R Data Frames Cheat Sheet#
Note: the course focuses on using Python. This sheet on R is included as additional reading, to show how similar principles of data analysis apply in the R language.
library(tidyverse) # the tidyverse packages provide data science tools
── Attaching core tidyverse packages ──────────────────────── tidyverse 2.0.0 ──
✔ dplyr 1.1.4 ✔ readr 2.1.6
✔ forcats 1.0.1 ✔ stringr 1.6.0
✔ ggplot2 4.0.1 ✔ tibble 3.3.0
✔ lubridate 1.9.4 ✔ tidyr 1.3.2
✔ purrr 1.2.0
── Conflicts ────────────────────────────────────────── tidyverse_conflicts() ──
✖ dplyr::filter() masks stats::filter()
✖ dplyr::lag() masks stats::lag()
ℹ Use the conflicted package (<http://conflicted.r-lib.org/>) to force all conflicts to become errors
Importing data#
Use read_csv to read data into a Tibble data frame.
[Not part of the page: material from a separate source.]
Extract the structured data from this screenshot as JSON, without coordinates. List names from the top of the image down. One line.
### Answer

A tibble is a modified version of R’s standard data.frame type, but designed to be more consistent and reliable.
data <- read_csv("people.csv")
data
Rows: 4 Columns: 4
── Column specification ────────────────────────────────────────────────────────
Delimiter: ","
chr (1): name
dbl (2): weight, height
date (1): birthdate
ℹ Use `spec()` to retrieve the full column specification for this data.
ℹ Specify the column types or set `show_col_types = FALSE` to quiet this message.
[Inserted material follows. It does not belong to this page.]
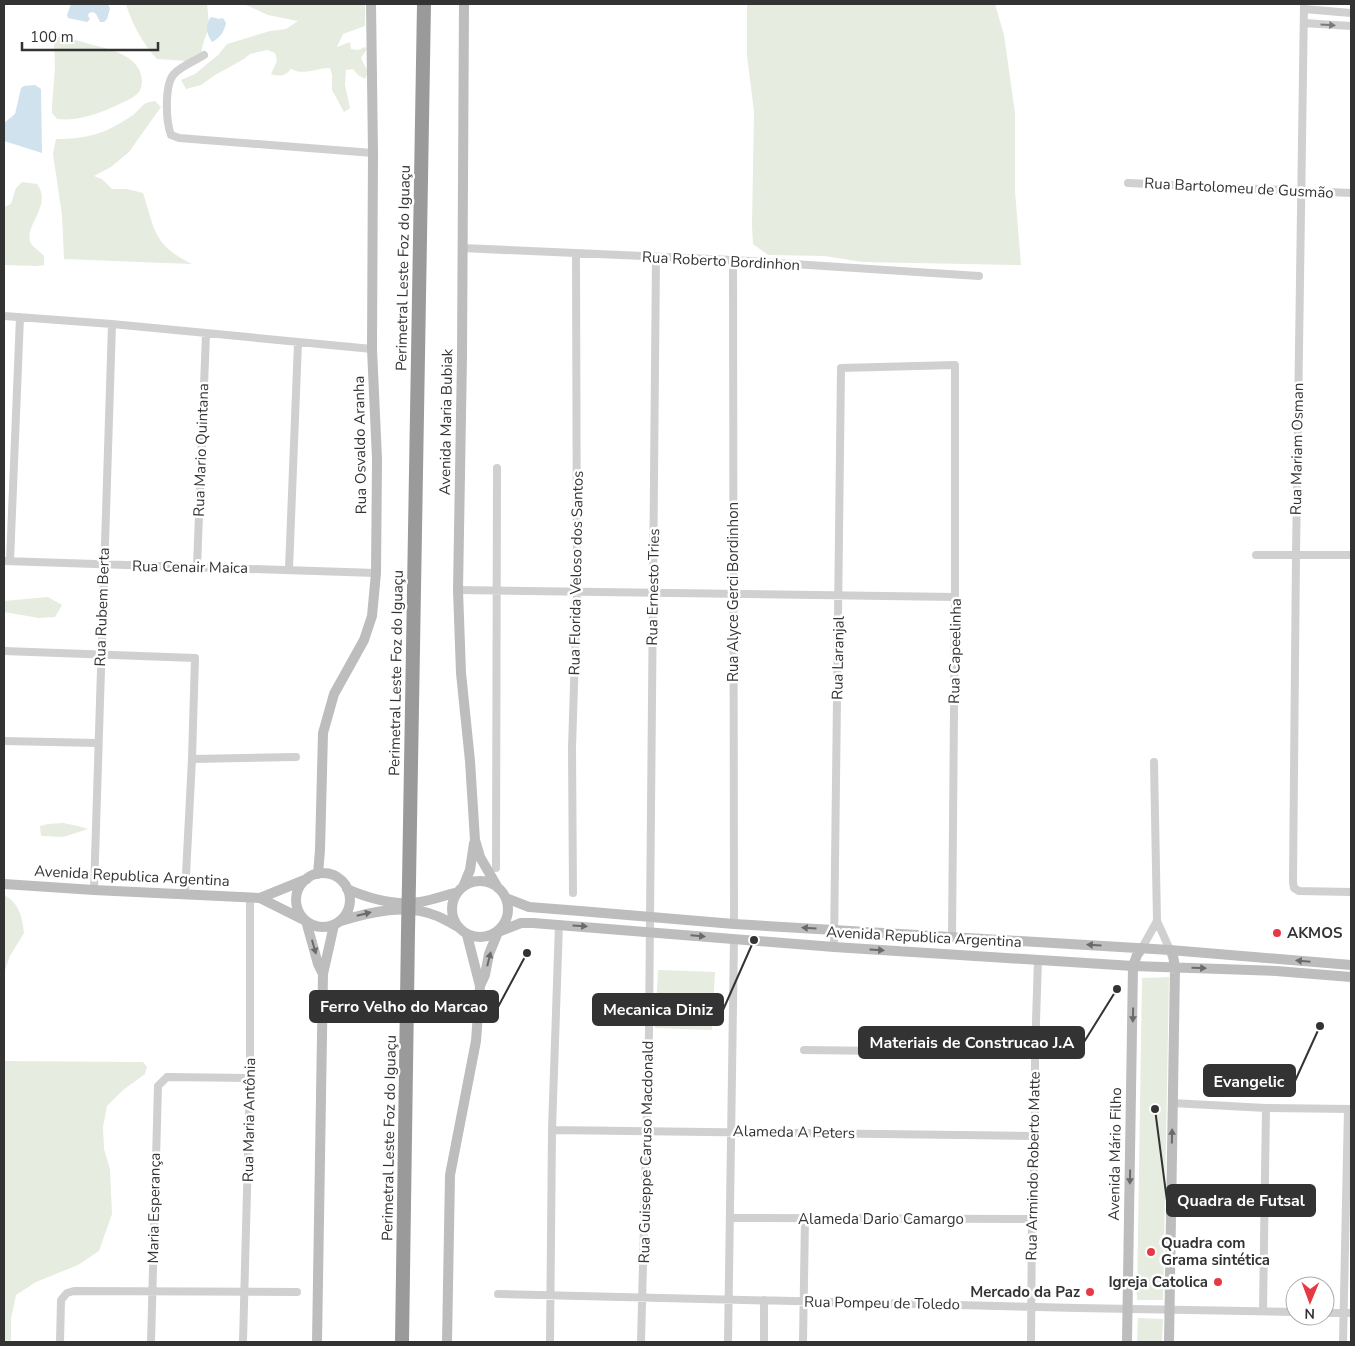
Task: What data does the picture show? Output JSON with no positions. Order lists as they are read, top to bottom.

| name | birthdate | weight | height |
|---|---|---|---|
| <chr> | <date> | <dbl> | <dbl> |
| Alice Archer | 1997-01-10 | 57.9 | 1.56 |
| Ben Brown | 1985-02-15 | 72.5 | 1.77 |
| Chloe Cooper | 1983-03-22 | 53.6 | 1.65 |
| Daniel Donovan | 1981-04-30 | 83.1 | 1.75 |
Data frame attributes#
Various functions are used to access information about data frames.
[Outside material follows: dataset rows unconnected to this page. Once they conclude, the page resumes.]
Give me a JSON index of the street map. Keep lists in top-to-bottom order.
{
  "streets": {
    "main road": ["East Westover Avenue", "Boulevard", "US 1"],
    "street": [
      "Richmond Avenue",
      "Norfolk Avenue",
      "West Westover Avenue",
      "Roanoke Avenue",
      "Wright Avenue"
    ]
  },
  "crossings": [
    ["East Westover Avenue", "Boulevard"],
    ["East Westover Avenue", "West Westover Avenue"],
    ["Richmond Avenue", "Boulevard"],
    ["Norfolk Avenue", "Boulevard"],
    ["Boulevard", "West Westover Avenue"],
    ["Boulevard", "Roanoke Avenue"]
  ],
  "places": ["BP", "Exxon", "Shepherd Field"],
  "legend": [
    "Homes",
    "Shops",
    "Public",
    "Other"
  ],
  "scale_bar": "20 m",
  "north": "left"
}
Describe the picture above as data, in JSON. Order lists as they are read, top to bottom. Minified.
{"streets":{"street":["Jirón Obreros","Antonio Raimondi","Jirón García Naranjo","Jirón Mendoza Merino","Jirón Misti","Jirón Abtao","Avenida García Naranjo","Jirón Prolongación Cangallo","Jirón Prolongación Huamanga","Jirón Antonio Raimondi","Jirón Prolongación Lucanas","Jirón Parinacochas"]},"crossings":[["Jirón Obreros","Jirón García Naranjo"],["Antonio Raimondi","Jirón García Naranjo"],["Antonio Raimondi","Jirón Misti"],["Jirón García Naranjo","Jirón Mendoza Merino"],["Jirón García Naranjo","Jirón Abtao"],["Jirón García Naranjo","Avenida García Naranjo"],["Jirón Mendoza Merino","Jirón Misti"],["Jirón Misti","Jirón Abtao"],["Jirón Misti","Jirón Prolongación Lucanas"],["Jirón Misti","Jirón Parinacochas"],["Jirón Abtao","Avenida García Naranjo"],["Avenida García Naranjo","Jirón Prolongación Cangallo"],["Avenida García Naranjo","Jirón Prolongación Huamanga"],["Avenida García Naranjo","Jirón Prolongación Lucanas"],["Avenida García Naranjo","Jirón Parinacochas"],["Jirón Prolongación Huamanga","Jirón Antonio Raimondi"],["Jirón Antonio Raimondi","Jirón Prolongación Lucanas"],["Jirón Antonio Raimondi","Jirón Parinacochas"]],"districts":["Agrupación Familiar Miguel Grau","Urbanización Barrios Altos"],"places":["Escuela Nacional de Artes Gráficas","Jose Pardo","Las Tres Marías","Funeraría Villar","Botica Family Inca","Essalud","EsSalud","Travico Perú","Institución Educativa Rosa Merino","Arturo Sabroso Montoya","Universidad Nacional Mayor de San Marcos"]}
colnames(data) # column names
sapply(data, typeof) # data type of each column
dim(data) # number of rows and columns
length(data) # number of rows
ncol(data) # number of columns
- 'name'
- 'birthdate'
- 'weight'
- 'height'
- name
- 'character'
- birthdate
- 'double'
- weight
- 'double'
- height
- 'double'
- 4
- 4
Creating a data frame directly#
To make a data frame in your code, rather than inputting it from a file, use tribble.
data <- tribble(
~participant_id, ~age, ~condition, ~score1, ~score2,
"001", 25, "restudy", 3, 8,
"002", 32, "test", 6, 2,
"003", 65, "restudy", 2, 4,
"004", 42, "test", 6, 5,
)
data
| participant_id | age | condition | score1 | score2 |
|---|---|---|---|---|
| <chr> | <dbl> | <chr> | <dbl> | <dbl> |
| 001 | 25 | restudy | 3 | 8 |
| 002 | 32 | test | 6 | 2 |
| 003 | 65 | restudy | 2 | 4 |
| 004 | 42 | test | 6 | 5 |
Accessing data in a data frame#
Use [] to get a subset of columns in a tibble, or [[]] to access a column individually.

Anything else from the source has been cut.